(Stored items)
-- Opening Marker --

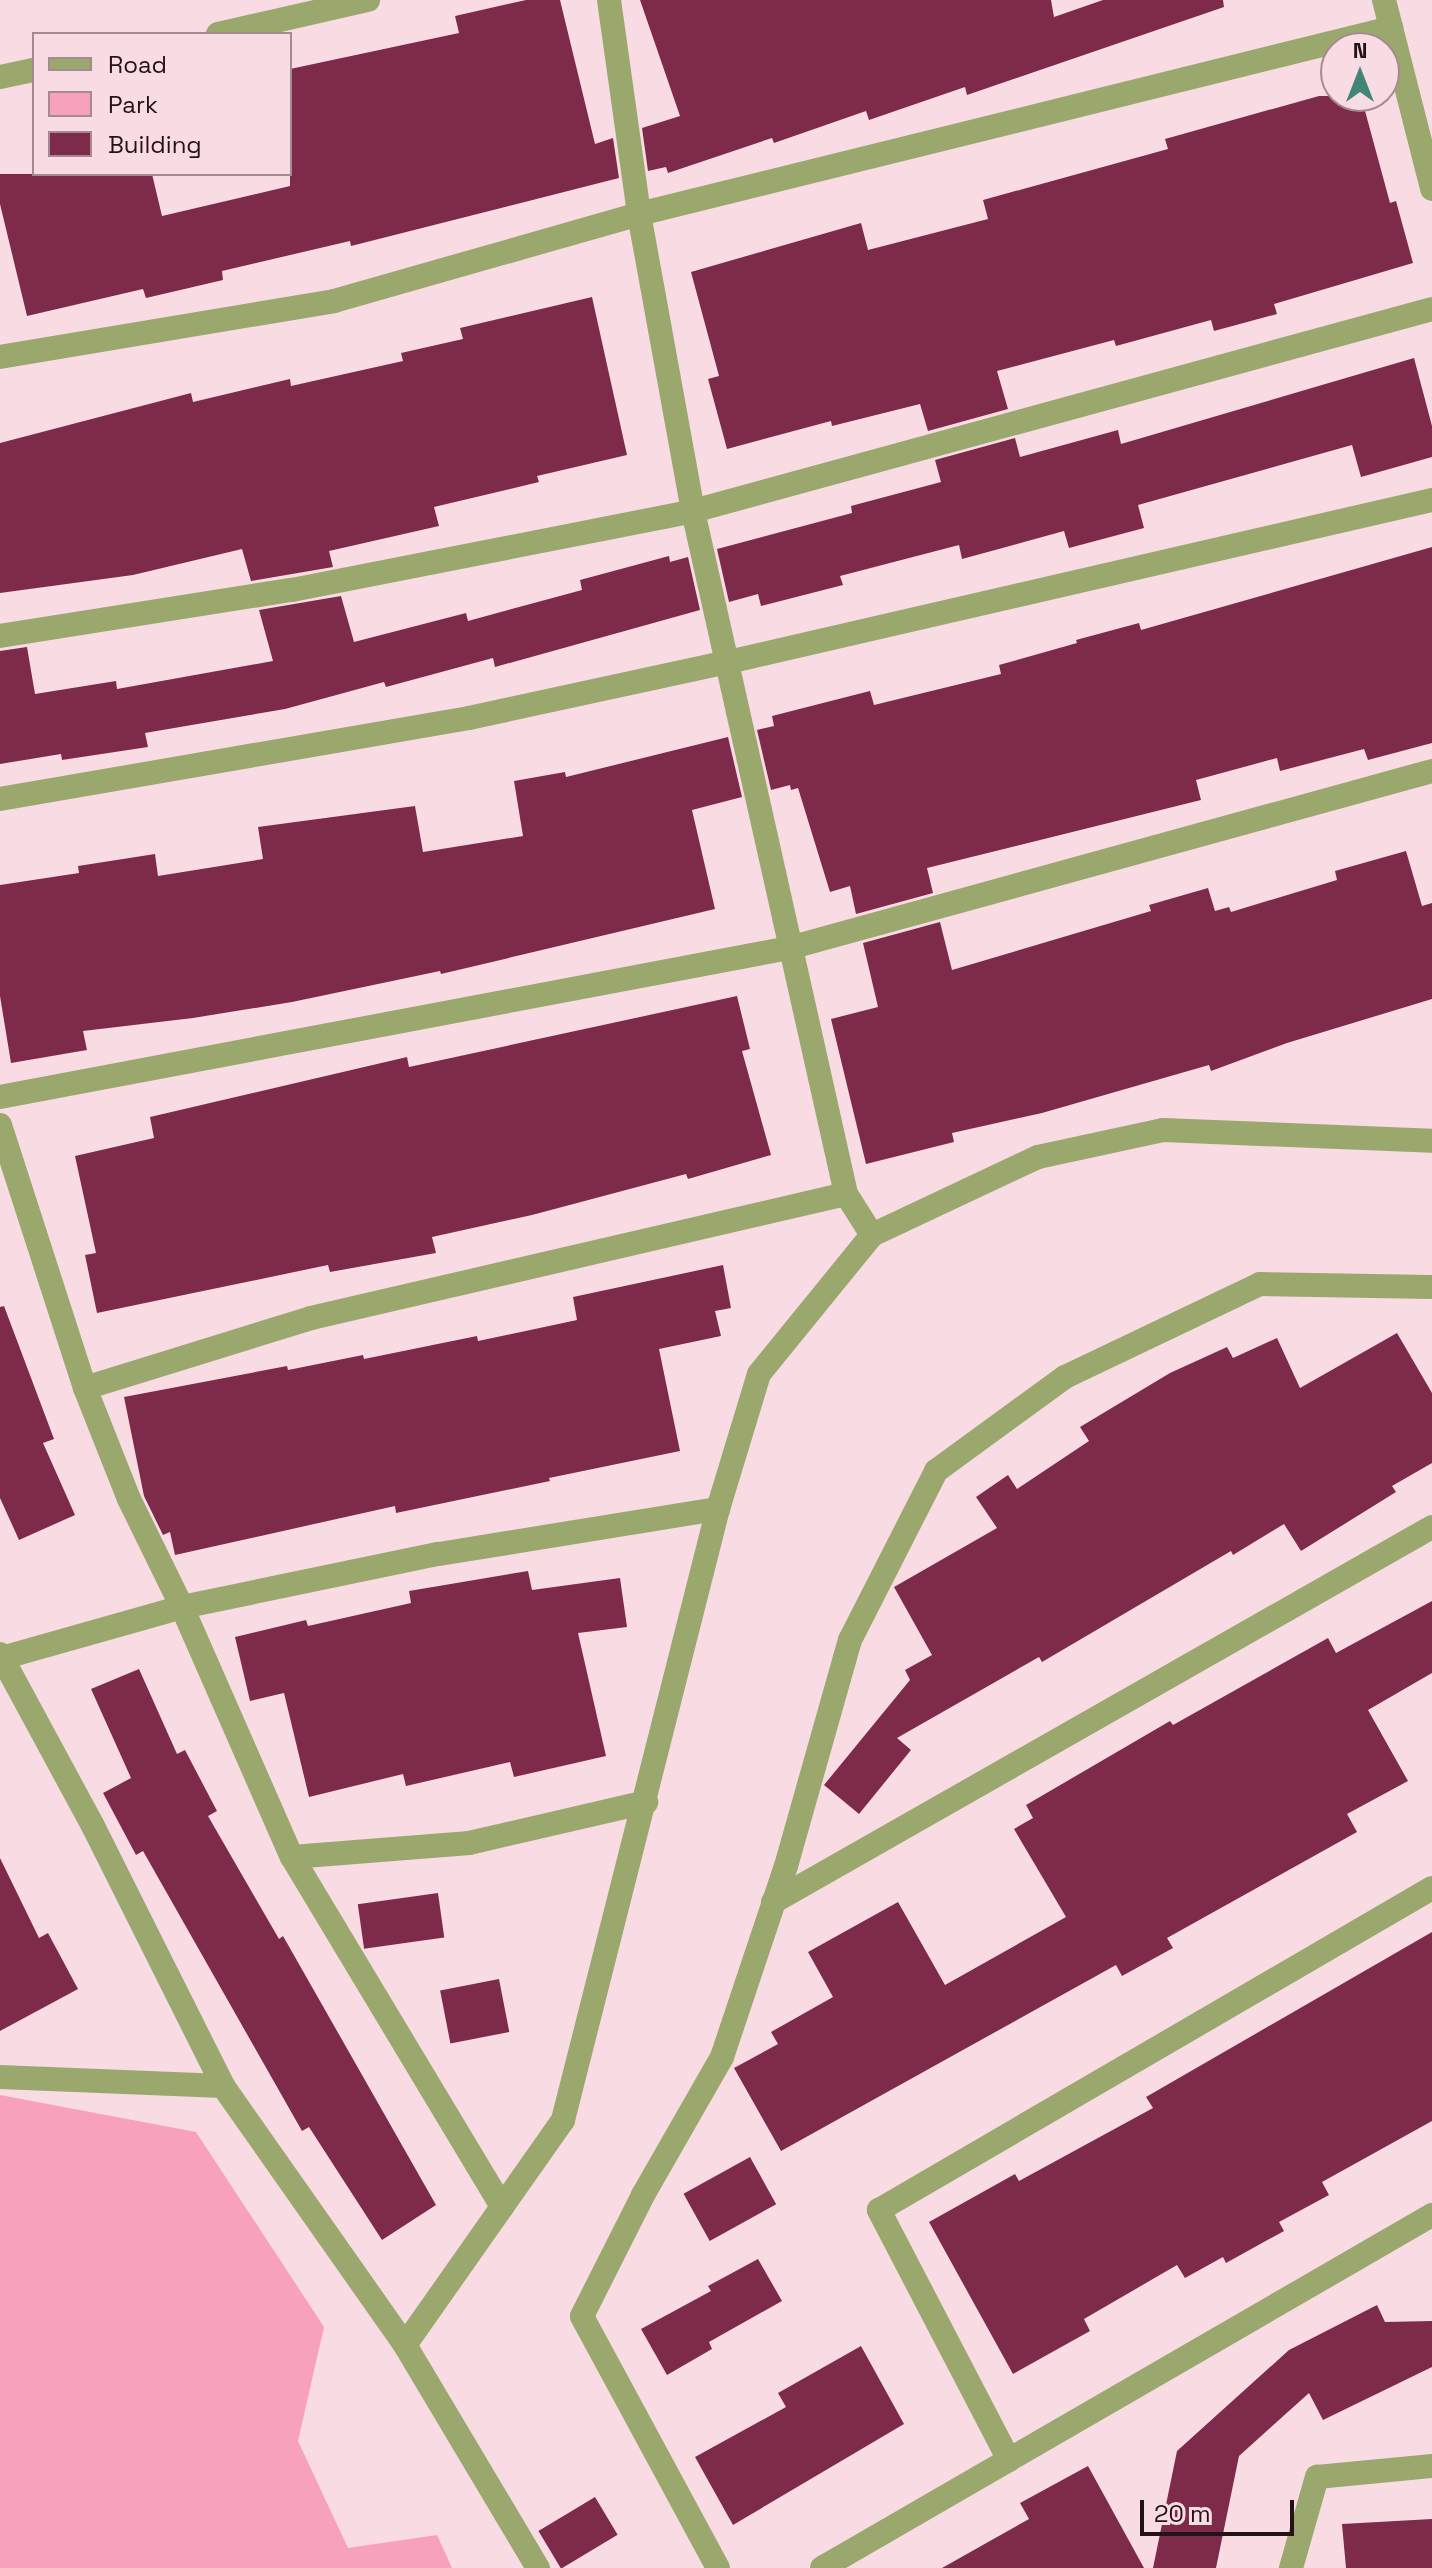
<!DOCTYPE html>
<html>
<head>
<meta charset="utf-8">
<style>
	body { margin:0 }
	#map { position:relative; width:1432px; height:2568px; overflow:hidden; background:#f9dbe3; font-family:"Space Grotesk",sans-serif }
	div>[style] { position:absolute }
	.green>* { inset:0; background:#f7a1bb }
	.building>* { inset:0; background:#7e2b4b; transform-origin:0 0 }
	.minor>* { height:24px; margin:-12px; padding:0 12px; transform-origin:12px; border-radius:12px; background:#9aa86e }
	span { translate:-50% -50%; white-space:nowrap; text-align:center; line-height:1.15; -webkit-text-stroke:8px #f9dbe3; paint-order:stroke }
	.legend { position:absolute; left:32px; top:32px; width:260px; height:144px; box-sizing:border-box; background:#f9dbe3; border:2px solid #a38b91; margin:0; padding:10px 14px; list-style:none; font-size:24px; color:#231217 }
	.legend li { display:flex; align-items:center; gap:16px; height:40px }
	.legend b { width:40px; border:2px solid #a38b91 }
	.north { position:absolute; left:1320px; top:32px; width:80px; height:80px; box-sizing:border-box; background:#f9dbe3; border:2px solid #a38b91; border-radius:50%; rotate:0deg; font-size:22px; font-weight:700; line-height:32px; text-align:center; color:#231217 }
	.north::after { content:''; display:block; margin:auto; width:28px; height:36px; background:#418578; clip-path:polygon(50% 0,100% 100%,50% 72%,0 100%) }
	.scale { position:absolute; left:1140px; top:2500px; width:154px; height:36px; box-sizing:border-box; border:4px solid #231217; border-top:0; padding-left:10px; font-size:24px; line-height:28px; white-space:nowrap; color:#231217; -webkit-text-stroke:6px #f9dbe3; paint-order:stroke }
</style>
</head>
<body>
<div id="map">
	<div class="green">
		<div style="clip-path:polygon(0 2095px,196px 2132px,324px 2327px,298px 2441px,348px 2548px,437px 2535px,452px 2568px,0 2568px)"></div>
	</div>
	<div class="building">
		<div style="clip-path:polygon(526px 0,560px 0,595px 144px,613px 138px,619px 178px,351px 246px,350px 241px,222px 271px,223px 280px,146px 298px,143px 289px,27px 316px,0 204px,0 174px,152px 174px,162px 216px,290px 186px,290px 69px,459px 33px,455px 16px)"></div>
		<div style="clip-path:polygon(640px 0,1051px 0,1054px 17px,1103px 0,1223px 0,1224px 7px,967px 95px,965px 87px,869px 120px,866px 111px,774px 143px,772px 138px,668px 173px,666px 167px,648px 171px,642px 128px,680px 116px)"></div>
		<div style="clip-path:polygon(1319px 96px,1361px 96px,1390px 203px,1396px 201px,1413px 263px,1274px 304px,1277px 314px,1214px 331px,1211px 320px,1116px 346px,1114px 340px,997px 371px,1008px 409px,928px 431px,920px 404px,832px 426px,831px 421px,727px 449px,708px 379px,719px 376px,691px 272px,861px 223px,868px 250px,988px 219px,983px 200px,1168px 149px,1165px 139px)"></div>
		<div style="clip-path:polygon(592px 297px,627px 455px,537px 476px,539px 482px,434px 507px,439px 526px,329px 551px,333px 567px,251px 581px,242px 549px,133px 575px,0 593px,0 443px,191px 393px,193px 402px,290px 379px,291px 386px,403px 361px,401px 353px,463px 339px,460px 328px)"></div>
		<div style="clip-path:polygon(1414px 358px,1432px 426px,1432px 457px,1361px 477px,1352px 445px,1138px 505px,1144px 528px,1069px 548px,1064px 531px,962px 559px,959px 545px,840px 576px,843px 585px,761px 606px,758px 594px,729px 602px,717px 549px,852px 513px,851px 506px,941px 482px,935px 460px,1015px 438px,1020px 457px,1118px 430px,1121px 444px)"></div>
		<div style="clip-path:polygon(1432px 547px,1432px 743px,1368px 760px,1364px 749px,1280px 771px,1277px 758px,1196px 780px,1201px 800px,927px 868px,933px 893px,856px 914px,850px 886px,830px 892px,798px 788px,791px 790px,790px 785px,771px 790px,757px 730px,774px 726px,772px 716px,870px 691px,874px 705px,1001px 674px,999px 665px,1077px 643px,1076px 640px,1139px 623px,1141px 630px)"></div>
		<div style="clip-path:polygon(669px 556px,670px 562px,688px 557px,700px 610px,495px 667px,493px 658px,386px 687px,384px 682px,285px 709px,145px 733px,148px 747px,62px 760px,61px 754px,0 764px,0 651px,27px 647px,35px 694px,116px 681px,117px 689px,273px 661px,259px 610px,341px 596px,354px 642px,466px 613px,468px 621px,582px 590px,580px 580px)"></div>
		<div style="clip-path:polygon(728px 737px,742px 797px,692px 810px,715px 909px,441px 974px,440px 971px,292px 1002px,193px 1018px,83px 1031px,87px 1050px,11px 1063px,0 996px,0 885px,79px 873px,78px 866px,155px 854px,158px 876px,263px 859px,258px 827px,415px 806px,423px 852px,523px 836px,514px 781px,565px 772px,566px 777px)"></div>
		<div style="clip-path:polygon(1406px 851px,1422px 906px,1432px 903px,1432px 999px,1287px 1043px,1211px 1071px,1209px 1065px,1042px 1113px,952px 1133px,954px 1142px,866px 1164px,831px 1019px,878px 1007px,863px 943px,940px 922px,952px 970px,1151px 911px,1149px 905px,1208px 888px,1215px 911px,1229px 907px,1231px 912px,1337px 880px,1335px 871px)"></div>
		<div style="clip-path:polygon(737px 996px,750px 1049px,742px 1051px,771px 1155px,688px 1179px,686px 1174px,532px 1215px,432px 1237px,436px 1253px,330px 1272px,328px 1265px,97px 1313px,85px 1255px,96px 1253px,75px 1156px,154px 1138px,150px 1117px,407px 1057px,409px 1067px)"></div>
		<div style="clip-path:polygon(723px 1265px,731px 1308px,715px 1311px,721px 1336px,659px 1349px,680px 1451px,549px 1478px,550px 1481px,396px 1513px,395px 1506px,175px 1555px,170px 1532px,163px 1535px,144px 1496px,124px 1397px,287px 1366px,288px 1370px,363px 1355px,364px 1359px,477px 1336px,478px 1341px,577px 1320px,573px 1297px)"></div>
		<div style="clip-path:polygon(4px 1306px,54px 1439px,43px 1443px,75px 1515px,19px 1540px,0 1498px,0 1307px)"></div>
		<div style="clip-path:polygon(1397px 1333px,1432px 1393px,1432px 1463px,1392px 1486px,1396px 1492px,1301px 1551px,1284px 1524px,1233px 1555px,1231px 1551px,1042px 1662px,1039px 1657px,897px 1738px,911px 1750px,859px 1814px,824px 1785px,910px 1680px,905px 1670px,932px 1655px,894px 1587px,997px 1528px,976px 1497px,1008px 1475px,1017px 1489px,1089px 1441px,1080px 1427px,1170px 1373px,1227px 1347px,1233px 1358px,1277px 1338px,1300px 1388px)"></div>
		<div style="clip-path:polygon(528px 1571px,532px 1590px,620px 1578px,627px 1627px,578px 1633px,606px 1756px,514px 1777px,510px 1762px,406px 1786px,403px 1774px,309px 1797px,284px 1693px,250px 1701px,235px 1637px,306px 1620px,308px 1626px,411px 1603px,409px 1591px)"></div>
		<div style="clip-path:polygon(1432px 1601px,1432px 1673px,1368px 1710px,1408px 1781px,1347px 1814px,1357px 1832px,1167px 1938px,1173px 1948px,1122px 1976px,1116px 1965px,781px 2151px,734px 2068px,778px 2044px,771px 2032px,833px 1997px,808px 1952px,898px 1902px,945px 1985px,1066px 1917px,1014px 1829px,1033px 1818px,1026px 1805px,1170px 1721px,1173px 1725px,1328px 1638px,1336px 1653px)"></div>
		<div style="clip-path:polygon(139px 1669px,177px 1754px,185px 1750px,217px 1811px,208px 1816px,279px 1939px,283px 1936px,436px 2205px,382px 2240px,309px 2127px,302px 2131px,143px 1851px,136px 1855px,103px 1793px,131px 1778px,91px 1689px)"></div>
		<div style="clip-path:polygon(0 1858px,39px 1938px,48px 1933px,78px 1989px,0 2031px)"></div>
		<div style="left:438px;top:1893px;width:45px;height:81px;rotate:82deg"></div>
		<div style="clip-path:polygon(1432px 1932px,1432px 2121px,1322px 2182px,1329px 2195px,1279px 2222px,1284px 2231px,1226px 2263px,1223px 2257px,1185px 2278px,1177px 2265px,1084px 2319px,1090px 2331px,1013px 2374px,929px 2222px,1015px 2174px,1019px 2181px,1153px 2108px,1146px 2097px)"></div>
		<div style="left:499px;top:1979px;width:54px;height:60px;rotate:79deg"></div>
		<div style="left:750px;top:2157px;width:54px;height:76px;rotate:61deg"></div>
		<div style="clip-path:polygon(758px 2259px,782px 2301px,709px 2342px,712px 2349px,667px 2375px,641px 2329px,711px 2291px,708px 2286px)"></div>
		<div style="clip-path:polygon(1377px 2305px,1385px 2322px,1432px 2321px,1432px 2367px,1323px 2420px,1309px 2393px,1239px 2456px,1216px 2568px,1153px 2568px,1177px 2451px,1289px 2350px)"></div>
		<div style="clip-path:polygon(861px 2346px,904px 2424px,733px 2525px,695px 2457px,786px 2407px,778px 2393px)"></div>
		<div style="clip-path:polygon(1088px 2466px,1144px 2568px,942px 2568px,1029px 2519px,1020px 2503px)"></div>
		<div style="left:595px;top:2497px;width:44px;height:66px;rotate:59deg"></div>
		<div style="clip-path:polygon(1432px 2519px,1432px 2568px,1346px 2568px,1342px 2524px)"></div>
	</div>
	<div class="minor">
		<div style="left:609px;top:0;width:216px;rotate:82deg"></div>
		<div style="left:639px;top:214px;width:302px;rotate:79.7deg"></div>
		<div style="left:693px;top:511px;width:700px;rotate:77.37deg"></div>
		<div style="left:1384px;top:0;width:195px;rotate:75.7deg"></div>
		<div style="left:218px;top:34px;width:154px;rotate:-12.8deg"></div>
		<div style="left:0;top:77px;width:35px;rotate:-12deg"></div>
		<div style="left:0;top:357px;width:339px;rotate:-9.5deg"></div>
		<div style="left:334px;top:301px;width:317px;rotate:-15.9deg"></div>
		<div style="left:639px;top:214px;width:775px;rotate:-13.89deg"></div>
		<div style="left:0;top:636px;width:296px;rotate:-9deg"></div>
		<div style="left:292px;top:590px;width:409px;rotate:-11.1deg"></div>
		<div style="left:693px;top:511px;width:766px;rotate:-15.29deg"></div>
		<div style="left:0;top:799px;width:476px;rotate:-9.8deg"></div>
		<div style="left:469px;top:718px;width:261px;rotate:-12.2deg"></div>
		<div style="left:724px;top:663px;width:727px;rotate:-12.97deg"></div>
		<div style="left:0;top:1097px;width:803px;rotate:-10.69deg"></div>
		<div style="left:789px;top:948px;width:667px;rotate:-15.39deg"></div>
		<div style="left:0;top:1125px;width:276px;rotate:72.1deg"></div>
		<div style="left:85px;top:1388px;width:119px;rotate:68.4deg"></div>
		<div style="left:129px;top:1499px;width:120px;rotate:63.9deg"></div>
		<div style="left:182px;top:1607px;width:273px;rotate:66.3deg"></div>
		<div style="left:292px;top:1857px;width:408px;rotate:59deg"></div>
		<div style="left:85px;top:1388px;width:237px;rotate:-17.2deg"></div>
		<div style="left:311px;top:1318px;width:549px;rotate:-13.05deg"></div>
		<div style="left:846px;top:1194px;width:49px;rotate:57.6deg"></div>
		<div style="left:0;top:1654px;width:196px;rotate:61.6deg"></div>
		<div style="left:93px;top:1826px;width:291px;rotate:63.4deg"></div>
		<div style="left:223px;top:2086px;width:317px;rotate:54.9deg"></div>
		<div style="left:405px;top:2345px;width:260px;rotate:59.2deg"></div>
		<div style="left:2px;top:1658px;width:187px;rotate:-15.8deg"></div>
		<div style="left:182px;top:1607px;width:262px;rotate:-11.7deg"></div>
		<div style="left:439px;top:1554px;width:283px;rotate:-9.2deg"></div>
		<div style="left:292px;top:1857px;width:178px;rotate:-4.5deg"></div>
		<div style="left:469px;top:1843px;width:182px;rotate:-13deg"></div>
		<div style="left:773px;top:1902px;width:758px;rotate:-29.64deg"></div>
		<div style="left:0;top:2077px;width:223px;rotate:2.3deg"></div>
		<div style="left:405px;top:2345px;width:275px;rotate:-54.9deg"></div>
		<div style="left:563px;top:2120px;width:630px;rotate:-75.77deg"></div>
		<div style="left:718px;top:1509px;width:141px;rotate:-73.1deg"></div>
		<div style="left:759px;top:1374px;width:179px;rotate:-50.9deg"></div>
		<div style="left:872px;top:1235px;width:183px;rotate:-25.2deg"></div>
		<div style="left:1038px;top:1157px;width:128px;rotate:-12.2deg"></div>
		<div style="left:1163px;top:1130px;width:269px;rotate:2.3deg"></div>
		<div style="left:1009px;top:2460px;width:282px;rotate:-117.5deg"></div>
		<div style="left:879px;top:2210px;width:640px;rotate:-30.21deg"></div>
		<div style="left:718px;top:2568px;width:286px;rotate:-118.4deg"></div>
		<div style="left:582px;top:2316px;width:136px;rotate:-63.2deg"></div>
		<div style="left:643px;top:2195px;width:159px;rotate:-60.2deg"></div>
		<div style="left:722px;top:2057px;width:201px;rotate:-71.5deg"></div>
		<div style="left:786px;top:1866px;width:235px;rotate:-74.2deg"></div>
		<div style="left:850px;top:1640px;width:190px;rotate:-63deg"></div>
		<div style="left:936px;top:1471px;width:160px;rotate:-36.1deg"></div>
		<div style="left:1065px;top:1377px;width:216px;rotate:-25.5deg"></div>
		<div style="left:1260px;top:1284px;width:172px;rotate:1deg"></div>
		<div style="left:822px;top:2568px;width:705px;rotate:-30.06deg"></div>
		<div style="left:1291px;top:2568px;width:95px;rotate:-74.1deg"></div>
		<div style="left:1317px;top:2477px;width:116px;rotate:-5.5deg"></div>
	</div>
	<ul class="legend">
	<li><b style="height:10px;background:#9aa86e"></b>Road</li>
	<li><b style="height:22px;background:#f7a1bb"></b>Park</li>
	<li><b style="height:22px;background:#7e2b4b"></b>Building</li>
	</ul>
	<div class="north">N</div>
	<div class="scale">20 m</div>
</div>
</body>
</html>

-- Closing Marker --

#### [Work task]
What you give back must match the lines from the start of the records through the line that contains "position:absolute; left:32px; top:32px;", exactly, with the pictures left out.

#### [Answer to the problem]
<!DOCTYPE html>
<html>
<head>
<meta charset="utf-8">
<style>
	body { margin:0 }
	#map { position:relative; width:1432px; height:2568px; overflow:hidden; background:#f9dbe3; font-family:"Space Grotesk",sans-serif }
	div>[style] { position:absolute }
	.green>* { inset:0; background:#f7a1bb }
	.building>* { inset:0; background:#7e2b4b; transform-origin:0 0 }
	.minor>* { height:24px; margin:-12px; padding:0 12px; transform-origin:12px; border-radius:12px; background:#9aa86e }
	span { translate:-50% -50%; white-space:nowrap; text-align:center; line-height:1.15; -webkit-text-stroke:8px #f9dbe3; paint-order:stroke }
	.legend { position:absolute; left:32px; top:32px; width:260px; height:144px; box-sizing:border-box; background:#f9dbe3; border:2px solid #a38b91; margin:0; padding:10px 14px; list-style:none; font-size:24px; color:#231217 }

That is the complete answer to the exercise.